- Landlessness continues to be high, more so among scheduled tribe (ST) households, in tribal dominant states such as Odisha. This can primarily be attributed to the existence of historical weaknesses in land administration systems.
- Current legal frameworks to prevent tribal land alienation, ensure restoration and implement provisions to settle Government lands - both agricultural and homestead - are not adequate.
- Tribal development projects aided by external entities have been trying to improve the tenure security of tribal communities by enhancing access to un-surveyed agriculture lands on hill slopes, as well as homestead lands.
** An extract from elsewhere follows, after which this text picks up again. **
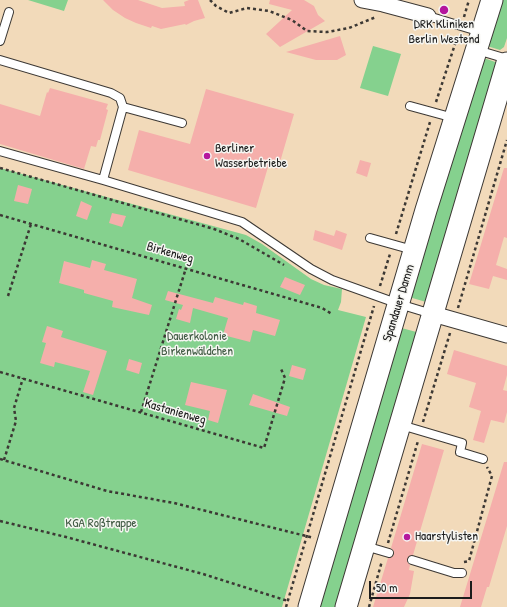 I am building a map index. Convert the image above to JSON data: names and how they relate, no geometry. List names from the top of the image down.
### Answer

Landesa, an NGO, partnered with the Odisha Government on its Tribal Em-powerment and Livelihoods Project (OTELP) to enhance the land rights of tribal households by facilitating grants to homestead land as per existing legal and schematic provisions. This involved the engagement of trained Community Resource Persons to assist the Revenue Department in terms of enumeration, coordination and land allotments and also entailed specific provisions for women.
- A flexible project framework and strategic government-NGO partnership can help overcome resource gaps in the land administration framework and improve service delivery to address tribal homesteadlessness.
- Village level assistance and enumeration is critical to identify actual cases of land-deprivation and also de-facto land availability for homesteads.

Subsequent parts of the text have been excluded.